Środa, 15 sierpnia 2012 · dodano: 15.08.2012 | Komentarze 0

Myślałem, że po miesiącu jazdy z sakwami będę chciał trochę odpocząć od jeżdżenia, a tu wręcz przeciwnie. Cały czas mnie zachwyca jak łatwo się teraz jedzie na kolarce. Dzisiaj dość płaska trasa, ale jechało się bardzo przyjemnie.

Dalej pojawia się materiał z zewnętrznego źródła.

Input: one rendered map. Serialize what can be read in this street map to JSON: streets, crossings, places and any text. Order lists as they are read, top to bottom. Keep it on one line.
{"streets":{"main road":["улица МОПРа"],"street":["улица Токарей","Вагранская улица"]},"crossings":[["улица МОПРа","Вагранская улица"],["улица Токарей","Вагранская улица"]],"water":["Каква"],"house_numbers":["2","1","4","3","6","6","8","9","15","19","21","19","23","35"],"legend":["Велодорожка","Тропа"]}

Idealna temperatura do jazdy.

Jaworzno-Balin-Chrzanów-Babice-Zator-Oświęcim-Chełmek-Jaworzno


Dane wyjazdu:
42.78 km 0.00 km teren
01:30 h 28.52 km/h:
Maks. pr.:47.15 km/h
Temperatura:
HR max: (%)
HR avg: (%)
Podjazdy: m
Kalorie: kcal
Rower:Spec

Powrót na szosę

Poniedziałek, 13 sierpnia 2012 · dodano: 13.08.2012 | Komentarze 0

Po 3000km zrobionych z sakwami, z czego duża część po górach, pierwszy raz usiadłem na kolarce. Na początku strasznie dziwne uczucie. Rower sam się rozpędza i mam wrażenie, że chce mi uciec. Po paru minutach przyzwyczajam się i jedzie się świetnie. Nogi kręcą bardzo szybko. Niestety nie miałem za dużo czasu na jazdę, bo każdy chce usłyszeć opowieść z wyprawy. Wolny czas poświęcam na tworzenie relacji z wyjazdu i przebieranie zdjęć. W drodze powrotnej wyprzedzam dziewczynę na rowerze, która wydaje się być bardzo oburzona tym faktem. Coś do mnie woła, więc czekam na nią i jakiś czas jedziemy razem rozmawiając.


Dane wyjazdu:
70.87 km 0.00 km teren
03:30 h 20.25 km/h:
Maks. pr.:52.58 km/h
Temperatura:
HR max: (%)
HR avg: (%)
Podjazdy:540 m
Kalorie: kcal
Rower:Meridka

Passo dello Stelvio 2012 - dzień 27.

Piątek, 10 sierpnia 2012 · dodano: 04.09.2012 | Komentarze 0

Tego dnia mogliśmy się wyspać. Wstaliśmy spokojnie o 9:30. Nigdzie już nie musieliśmy się spieszyć. Zjedliśmy śniadanie, zapakowaliśmy ostatni raz wszystkie nasze rzeczy i o 11:30 ruszyliśmy w drogę. Początkowo jedziemy cały czas w dół właściwie aż do Węgierskiej Górki. Tam mamy krótki podjazd i zjeżdżamy na starą drogę w kierunku Żywca. Jedzie się bardzo dobrze, wiatr cały czas lekko pomaga. Dojeżdżamy na dworzec w Żywcu, skąd Olo dalej pojedzie już pociągiem. Żegnamy się po 27 dniach spędzonych razem na rowerach. Dalej ruszam już sam. W Żywcu widzę dużo znaków informujących o objeździe drogi, którą miałem zamiar jechać. Decyduję się jednak zaryzykować i jechać normalnie. Okazało się to być dobra decyzją, ponieważ dało się przejechać krótkim odcinkiem rozkopanej drogi, przez co zaoszczędziłem trochę czasu. Postanawiam ominąć Przełęcz Kocierską i pojechać przez Porąbkę i Czaniec. Nie chciało mi się już zdobywać kolejnego podjazdu z sakwami. Droga jest mi dobrze znana i jedzie się świetnie. Myślę już tylko o powrocie do domu i dobrym obiedzie. W Czańcu jeszcze zatrzymuję się na chwilkę i zrywam parę śliwek z przydrożnego drzewa. O 15:30 docieram do dziadków i w tym momencie kończę wyprawę Passo dello Stelvio 2012.